Sei, mas isto não é objeto deste ensaio, que muitos textos de ficção são marcados pela trazida de realidade. Aqui caberia também uma discussão, da qual também me abstenho: o que é realidade. Até porque, quando escrevemos ficção, não raro devemos nos policiar para não traçarmos biografias de personagens conhecidas ou até precaver-nos que não aflore nossa autobiografia. Nesse caso damos asas a nossa imaginação, sendo que muitas vezes o id disputa com o ego a autoria de nossos textos onde nos fazemos, não raro, em super-heróis.

Entre as obras de ficção também cabem os muito apreciados romances históricos, onde viajamos a tempos ou lugares tendo com cicerone a imaginação de um escritor. Este talvez seja meu gênero ficcional preferidos.

Não sei em qual das duas categorias coloco os livros psicografados. Ler obras dessa natureza de personagens históricos é, mesmo para quem não professa o espiritismo, usualmente enriquecedor.

É nesta divisão: ficção e não ficção que aparecem as listas dos mais vendidos, as bibliotecas pessoais e, especialmente, nossas definições de leituras. Estas parecem que estão associadas, respectivamente, a duas palavras: lazer e trabalho. A primeira, parecem ligadas a algo que fizemos quando, prazerosamente, nos permitimos a fugir a nossos deveres. Outra é comandada pelo feitor que nos cobra produção.

Quando insisto com meus orientandos que devem ler ficção, usualmente há surpresas. Ou mais, parece que os incito a uma transgressão. Mesmo como intelectuais que temos compromissos com nossa formação mais ampla, deleitar-nos com romance parece fazer assomar culpas, pois estamos ‘matando o horário que poderíamos estar trabalhando’.

Tento neste texto olhar essa divisão ficção e não ficção em outra dimensão. A escrita / leitura solidária e solitária. É muito usual que um texto acadêmico seja escrito em parceria com outros colegas. Não é raro temos textos com uma litania de participantes, que quase duvidamos de tão ampla coautoria. Já um texto de ficção, usualmente é solitário.

Eu não sou dado ao escrever acadêmico em parceria. Tenho poucos textos em coautoria, estes usualmente com orientandos ou ex-orientandos. São realmente textos a dois. Não considero um texto em coautoria aqueles que são contribuições individuais em capítulos de livro. Minha reduzida experiência como organizador de dois livros me mostrou que mesmo que se insistisse na exigência de um fio condutor nos capítulos de cada um dos autores, usualmente se originam textos muito individuais.

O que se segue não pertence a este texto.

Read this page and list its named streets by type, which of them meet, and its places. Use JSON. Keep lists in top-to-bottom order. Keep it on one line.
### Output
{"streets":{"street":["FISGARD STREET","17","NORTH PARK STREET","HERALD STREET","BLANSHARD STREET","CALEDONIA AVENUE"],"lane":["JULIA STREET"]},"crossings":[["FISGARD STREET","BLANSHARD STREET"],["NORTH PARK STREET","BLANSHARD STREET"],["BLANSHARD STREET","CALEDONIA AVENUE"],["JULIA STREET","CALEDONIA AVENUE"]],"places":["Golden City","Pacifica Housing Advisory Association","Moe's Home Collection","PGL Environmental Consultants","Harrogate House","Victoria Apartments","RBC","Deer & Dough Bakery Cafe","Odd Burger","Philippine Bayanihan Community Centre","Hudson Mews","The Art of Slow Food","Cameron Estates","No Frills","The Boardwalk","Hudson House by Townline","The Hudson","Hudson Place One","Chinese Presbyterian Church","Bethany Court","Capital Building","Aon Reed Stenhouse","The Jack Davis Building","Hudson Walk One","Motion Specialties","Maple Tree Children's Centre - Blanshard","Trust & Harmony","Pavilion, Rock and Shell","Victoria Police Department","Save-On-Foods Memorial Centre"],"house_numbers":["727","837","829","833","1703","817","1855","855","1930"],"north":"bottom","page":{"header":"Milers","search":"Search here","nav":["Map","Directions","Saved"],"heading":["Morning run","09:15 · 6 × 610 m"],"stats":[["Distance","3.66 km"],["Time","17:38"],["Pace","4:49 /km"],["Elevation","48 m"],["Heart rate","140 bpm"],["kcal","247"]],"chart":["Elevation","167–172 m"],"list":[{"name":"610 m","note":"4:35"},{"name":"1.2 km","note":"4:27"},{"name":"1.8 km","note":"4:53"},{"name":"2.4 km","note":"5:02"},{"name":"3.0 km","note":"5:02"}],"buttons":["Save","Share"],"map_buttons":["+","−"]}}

Há que reconhecer que os textos acadêmicos não são de uma maneira geral solitários. 

Não é sem razão, que apensamos ao final uma bibliografia e no Alfabetização científica: questões e desafios para a Educação coloquei essa abertura (que retirei de minha tese de doutorado) antes de citar as obras consultadas. Encanta-me o continuado diálogo — às vezes um imperceptível sussurro — que ouço em cada um dos livros que manuseei para fazer este livro. Minha gratidão aos homens e mulheres de quem me apossei das ideias. Realmente, é muito difícil existir um texto acadêmico que não tenha pareceria, mesmo que não consultemos nenhum autor para escrever o texto. Não é sem razão, que o livro antes citado, tem os direitos autorais das cinco edições doados ao Departamento de Educação do MST, pois muitos capítulos são resultados de meu aprendizado na formação de professoras e professores para acampamentos e assentamentos.

Mesmo que ainda volte no encerramento a escrita dita solitária, quero comentar algo da leitura. Parece a esta cabe o mesmo paralelismo que fiz a escrita.

A leitura de não ficção é mais apropriada para uma leitura solidária, enquanto a ficção é mais dada a ser solitária. No primeiro caso estão os seminários acadêmicos onde todos leem – individualmente ou em grupo – um texto e depois se debate as ideias do autor. Há grupos literários que fazem isto com obras de ficção. Mesmo que menos usual, se pode prever que aí as discussões possam não ser tão críticas como, por exemplo, em um texto acadêmico.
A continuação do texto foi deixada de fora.